Trauma students face when fees are not paid on time

Dec 22, 2009

YOU might have acquired your self the name Big Spender this Christmas, owing to your extravagant spending sprees, regular visits to the pubs and spending of millions of shillings. Come January, you will have exhausted both your account and month’s advan

By Gilbert Kidimu

YOU might have acquired your self the name Big Spender this Christmas, owing to your extravagant spending sprees, regular visits to the pubs and spending of millions of shillings. Come January, you will have exhausted both your account and month’s advance. Your pockets will be virtually empty and guess what? Children have to report to school.

As a student, I felt secure going to school when my fees was fully paid. I felt a deep-seated right to walk straight with my head held high.

However, whenever my fees was not completed, I thought my name would at any moment be read among the fees defaulters, consequently humiliating me before fellow students.

A friend at university went through a similar predicament. His father told him that tuition would be paid later that semester. Full of hope, he waited until the last quarter of the semester when the bad news was broken to him that Dad could not get the fees. This was after three months of preparation for exams, which he did not sit for. He did not report for the next semester fearing the same fate would befall him.

Ironically, dad got the money but his son had not bothered to attended lectures.
Research shows that in the examination rooms, students who have defaulted on school fees payment get anxious when an invigilator walks in.
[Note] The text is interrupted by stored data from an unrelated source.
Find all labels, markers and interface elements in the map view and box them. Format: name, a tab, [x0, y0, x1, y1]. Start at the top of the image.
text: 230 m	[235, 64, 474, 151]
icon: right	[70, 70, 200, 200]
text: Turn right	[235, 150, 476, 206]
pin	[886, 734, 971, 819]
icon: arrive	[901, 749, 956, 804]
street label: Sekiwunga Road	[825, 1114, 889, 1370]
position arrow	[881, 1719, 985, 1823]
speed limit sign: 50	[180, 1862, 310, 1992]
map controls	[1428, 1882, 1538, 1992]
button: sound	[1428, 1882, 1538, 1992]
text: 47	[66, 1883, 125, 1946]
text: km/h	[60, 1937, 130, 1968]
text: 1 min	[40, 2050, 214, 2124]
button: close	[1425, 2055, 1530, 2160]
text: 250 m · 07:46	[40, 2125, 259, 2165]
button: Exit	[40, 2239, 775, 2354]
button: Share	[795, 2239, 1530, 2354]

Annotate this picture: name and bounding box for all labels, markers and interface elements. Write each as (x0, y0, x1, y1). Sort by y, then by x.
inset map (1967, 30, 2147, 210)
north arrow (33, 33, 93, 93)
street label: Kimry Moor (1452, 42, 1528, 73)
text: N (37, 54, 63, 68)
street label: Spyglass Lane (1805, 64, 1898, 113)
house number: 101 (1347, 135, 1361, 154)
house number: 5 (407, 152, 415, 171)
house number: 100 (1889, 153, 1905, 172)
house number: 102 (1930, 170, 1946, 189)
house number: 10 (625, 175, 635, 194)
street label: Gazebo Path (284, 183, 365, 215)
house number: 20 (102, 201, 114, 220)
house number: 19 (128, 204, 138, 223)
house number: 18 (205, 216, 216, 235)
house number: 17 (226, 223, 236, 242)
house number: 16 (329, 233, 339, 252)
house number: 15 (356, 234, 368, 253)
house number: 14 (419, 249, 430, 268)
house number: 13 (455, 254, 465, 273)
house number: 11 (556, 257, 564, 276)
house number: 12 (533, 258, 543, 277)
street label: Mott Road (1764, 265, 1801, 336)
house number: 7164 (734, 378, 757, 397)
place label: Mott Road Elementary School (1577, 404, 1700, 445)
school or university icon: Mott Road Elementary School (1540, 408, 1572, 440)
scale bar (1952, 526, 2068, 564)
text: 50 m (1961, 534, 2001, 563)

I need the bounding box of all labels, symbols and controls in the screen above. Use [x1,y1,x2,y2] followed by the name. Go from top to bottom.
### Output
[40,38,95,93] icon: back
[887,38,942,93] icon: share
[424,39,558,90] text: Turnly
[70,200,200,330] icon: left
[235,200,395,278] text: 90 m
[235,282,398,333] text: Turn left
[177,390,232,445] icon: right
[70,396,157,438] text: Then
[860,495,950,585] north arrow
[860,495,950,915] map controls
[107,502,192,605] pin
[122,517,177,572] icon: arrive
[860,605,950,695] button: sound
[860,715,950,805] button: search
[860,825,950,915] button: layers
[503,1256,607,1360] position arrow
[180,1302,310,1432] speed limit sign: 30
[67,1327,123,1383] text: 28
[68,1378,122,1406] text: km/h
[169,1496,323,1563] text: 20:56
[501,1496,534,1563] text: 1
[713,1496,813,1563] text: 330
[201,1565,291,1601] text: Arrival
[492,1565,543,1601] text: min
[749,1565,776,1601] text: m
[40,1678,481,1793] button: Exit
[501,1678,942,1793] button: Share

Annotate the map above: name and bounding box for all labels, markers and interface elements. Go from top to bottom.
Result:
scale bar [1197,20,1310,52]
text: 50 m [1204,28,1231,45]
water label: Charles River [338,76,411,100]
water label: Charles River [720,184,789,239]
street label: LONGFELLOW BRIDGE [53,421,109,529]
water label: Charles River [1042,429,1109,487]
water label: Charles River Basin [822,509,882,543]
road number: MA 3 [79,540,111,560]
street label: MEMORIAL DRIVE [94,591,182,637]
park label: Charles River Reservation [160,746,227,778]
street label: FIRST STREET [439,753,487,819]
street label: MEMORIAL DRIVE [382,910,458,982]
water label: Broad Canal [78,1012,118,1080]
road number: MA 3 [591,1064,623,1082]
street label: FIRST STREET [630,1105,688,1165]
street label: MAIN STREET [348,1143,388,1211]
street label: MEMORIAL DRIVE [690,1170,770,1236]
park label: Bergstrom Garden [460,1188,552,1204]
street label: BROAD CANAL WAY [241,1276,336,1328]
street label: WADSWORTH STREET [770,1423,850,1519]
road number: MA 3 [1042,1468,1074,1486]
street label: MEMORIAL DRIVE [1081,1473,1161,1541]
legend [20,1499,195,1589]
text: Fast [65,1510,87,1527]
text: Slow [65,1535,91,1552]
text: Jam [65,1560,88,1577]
Whereas those, who have cleared tuition fees will not be bothered. Their counterparts are affected and lose concentration. In the end, their academic performance declines.

“Students are overcome by uncertainty and so the motivation to read for exams lessens,” reveals Paul Nyende, a Doctor of psychology at Makerere University. Ida Namanda, a senior tutor at Shimoni teachers college, says students do not relax when their school fees are not paid.

“They are pessimistic doubting their fees will be paid at all. Why should I bother reading yet I am not going to sit for papers anyway?” asks Namanda
She adds that if a student is not well prepared, he or she likely to perform poorly especially if they are compelled to run up and down trying to find the tuition fees.

According to Nyende, students also feel out of place when others have cleared tuition fees while they have not. Sometimes at assemblies, names of fees defaulters are read out loud.

“It feels quite humiliating when the selection is done openly and the list of defaulters made public,” says Nyende.
Namanda says being dismissed from school exposes the financial woes of the student’s family. This indirectly affects the student’s self-esteem and self-image.

It can cause psychological torture that a student collapses when faced with the possibility of missing exams. It is a great challenge for a student to understand such a situation. It seems as if their world has been shattered.

OPTIONS WHEN YOU FAIL TO RAISE SCHOOL DUES

THE following precuations can be taken to avoid disappointments for both the parent and child because of failure to pay school fees:
  • Parents should hold open discussions with their children. The children need to understand that you have delayed to pay because options have run out and not because you just do not care.

  • Parents should counsel the children instead of being hostile to a child who is already traumatised by the failure to pay school fees. A parents counsel is more therapeutic than any other. Give your children hope by helping them look past the painful moment.

  • Parents must prioritise payment of school fees above other needs. People have often considered their children’s education second to other requirements.

  • If a parent tried and failed raise the required school fees, they should endeavour and reach a compromise with the school authorities so that the child can attend school and sit the examinations without being hustled.

  • Needy students in school should be identified and helped by the school authorities, parents or guardians to seek support from the ministry of education and non-governmental organisations.

  • The other option is to seek student bursaries or student loans. Astudent can receive a student loan and start paying back as soon as he or she starts working. Private companies such as telecommunications service providers, breweries and banks offer students loans. Such companies may require that the student works for them after completing studies and in that regard, pay back the loan.

  • Students should not hesitate to look for part-time jobs if other options have failed. Look for clerical jobs, one can be a pump attendant or a waiter, provided the job does not affect your study.